** What you will do **
Nothing in the records below should be altered when they are retyped.

** Data records **
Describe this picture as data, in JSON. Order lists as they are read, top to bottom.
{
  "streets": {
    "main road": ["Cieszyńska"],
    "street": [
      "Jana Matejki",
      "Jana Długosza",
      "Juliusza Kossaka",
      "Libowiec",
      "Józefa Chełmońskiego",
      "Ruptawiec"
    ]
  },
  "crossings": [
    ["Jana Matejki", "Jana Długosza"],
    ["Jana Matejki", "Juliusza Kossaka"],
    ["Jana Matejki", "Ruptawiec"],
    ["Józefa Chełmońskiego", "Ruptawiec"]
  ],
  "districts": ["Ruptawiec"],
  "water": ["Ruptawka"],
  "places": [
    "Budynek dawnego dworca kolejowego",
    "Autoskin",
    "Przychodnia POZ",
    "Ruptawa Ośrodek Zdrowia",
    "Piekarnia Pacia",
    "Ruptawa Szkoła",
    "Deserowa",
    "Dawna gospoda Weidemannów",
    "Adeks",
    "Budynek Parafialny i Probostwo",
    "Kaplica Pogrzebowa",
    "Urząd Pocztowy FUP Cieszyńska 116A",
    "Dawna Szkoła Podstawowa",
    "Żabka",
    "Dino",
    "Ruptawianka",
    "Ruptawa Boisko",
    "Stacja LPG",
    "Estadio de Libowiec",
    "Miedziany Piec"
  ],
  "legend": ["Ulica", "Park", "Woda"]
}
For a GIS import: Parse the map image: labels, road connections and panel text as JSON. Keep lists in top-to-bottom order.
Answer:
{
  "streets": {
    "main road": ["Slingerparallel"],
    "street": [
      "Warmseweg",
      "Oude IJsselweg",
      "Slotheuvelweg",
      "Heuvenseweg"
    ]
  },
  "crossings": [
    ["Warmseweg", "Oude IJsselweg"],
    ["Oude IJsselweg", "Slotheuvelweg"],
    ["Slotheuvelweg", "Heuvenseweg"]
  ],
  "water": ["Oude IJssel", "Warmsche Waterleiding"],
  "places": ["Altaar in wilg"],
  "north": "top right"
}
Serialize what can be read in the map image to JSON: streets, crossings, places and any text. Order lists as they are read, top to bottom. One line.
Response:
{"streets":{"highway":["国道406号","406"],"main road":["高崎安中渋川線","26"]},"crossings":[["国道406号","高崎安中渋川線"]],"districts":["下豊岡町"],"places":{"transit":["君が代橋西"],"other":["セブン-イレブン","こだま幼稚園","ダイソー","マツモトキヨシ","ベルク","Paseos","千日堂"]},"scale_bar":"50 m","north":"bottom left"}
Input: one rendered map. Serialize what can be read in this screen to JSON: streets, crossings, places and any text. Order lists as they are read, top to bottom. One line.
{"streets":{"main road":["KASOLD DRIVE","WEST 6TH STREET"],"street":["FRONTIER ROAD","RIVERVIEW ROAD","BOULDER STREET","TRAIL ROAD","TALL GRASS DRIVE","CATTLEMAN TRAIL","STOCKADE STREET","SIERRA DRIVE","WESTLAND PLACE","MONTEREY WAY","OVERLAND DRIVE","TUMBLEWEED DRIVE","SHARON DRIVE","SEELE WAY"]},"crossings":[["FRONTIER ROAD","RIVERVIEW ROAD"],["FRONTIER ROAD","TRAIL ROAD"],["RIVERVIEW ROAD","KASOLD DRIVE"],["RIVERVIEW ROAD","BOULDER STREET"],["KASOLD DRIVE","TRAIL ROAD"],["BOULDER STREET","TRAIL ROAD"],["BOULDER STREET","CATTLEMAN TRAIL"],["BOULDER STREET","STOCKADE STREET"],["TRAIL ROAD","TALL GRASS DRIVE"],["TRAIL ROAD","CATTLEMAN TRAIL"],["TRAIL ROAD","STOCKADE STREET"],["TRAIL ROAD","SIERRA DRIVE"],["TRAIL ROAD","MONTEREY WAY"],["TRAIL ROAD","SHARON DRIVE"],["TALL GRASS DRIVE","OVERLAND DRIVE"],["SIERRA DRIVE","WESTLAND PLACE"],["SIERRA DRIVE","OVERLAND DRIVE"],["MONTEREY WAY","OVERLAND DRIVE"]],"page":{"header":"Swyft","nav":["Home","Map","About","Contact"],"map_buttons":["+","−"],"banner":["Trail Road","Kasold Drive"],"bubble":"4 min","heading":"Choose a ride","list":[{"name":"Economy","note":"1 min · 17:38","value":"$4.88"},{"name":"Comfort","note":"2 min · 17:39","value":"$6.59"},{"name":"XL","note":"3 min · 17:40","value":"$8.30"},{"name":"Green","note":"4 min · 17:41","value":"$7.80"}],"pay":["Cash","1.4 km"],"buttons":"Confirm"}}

** Solution to the problem **
Describe this picture as data, in JSON. Order lists as they are read, top to bottom.
{
  "streets": {
    "main road": ["Cieszyńska"],
    "street": [
      "Jana Matejki",
      "Jana Długosza",
      "Juliusza Kossaka",
      "Libowiec",
      "Józefa Chełmońskiego",
      "Ruptawiec"
    ]
  },
  "crossings": [
    ["Jana Matejki", "Jana Długosza"],
    ["Jana Matejki", "Juliusza Kossaka"],
    ["Jana Matejki", "Ruptawiec"],
    ["Józefa Chełmońskiego", "Ruptawiec"]
  ],
  "districts": ["Ruptawiec"],
  "water": ["Ruptawka"],
  "places": [
    "Budynek dawnego dworca kolejowego",
    "Autoskin",
    "Przychodnia POZ",
    "Ruptawa Ośrodek Zdrowia",
    "Piekarnia Pacia",
    "Ruptawa Szkoła",
    "Deserowa",
    "Dawna gospoda Weidemannów",
    "Adeks",
    "Budynek Parafialny i Probostwo",
    "Kaplica Pogrzebowa",
    "Urząd Pocztowy FUP Cieszyńska 116A",
    "Dawna Szkoła Podstawowa",
    "Żabka",
    "Dino",
    "Ruptawianka",
    "Ruptawa Boisko",
    "Stacja LPG",
    "Estadio de Libowiec",
    "Miedziany Piec"
  ],
  "legend": ["Ulica", "Park", "Woda"]
}
For a GIS import: Parse the map image: labels, road connections and panel text as JSON. Keep lists in top-to-bottom order.
Answer:
{
  "streets": {
    "main road": ["Slingerparallel"],
    "street": [
      "Warmseweg",
      "Oude IJsselweg",
      "Slotheuvelweg",
      "Heuvenseweg"
    ]
  },
  "crossings": [
    ["Warmseweg", "Oude IJsselweg"],
    ["Oude IJsselweg", "Slotheuvelweg"],
    ["Slotheuvelweg", "Heuvenseweg"]
  ],
  "water": ["Oude IJssel", "Warmsche Waterleiding"],
  "places": ["Altaar in wilg"],
  "north": "top right"
}
Serialize what can be read in the map image to JSON: streets, crossings, places and any text. Order lists as they are read, top to bottom. One line.
Response:
{"streets":{"highway":["国道406号","406"],"main road":["高崎安中渋川線","26"]},"crossings":[["国道406号","高崎安中渋川線"]],"districts":["下豊岡町"],"places":{"transit":["君が代橋西"],"other":["セブン-イレブン","こだま幼稚園","ダイソー","マツモトキヨシ","ベルク","Paseos","千日堂"]},"scale_bar":"50 m","north":"bottom left"}
Input: one rendered map. Serialize what can be read in this screen to JSON: streets, crossings, places and any text. Order lists as they are read, top to bottom. One line.
{"streets":{"main road":["KASOLD DRIVE","WEST 6TH STREET"],"street":["FRONTIER ROAD","RIVERVIEW ROAD","BOULDER STREET","TRAIL ROAD","TALL GRASS DRIVE","CATTLEMAN TRAIL","STOCKADE STREET","SIERRA DRIVE","WESTLAND PLACE","MONTEREY WAY","OVERLAND DRIVE","TUMBLEWEED DRIVE","SHARON DRIVE","SEELE WAY"]},"crossings":[["FRONTIER ROAD","RIVERVIEW ROAD"],["FRONTIER ROAD","TRAIL ROAD"],["RIVERVIEW ROAD","KASOLD DRIVE"],["RIVERVIEW ROAD","BOULDER STREET"],["KASOLD DRIVE","TRAIL ROAD"],["BOULDER STREET","TRAIL ROAD"],["BOULDER STREET","CATTLEMAN TRAIL"],["BOULDER STREET","STOCKADE STREET"],["TRAIL ROAD","TALL GRASS DRIVE"],["TRAIL ROAD","CATTLEMAN TRAIL"],["TRAIL ROAD","STOCKADE STREET"],["TRAIL ROAD","SIERRA DRIVE"],["TRAIL ROAD","MONTEREY WAY"],["TRAIL ROAD","SHARON DRIVE"],["TALL GRASS DRIVE","OVERLAND DRIVE"],["SIERRA DRIVE","WESTLAND PLACE"],["SIERRA DRIVE","OVERLAND DRIVE"],["MONTEREY WAY","OVERLAND DRIVE"]],"page":{"header":"Swyft","nav":["Home","Map","About","Contact"],"map_buttons":["+","−"],"banner":["Trail Road","Kasold Drive"],"bubble":"4 min","heading":"Choose a ride","list":[{"name":"Economy","note":"1 min · 17:38","value":"$4.88"},{"name":"Comfort","note":"2 min · 17:39","value":"$6.59"},{"name":"XL","note":"3 min · 17:40","value":"$8.30"},{"name":"Green","note":"4 min · 17:41","value":"$7.80"}],"pay":["Cash","1.4 km"],"buttons":"Confirm"}}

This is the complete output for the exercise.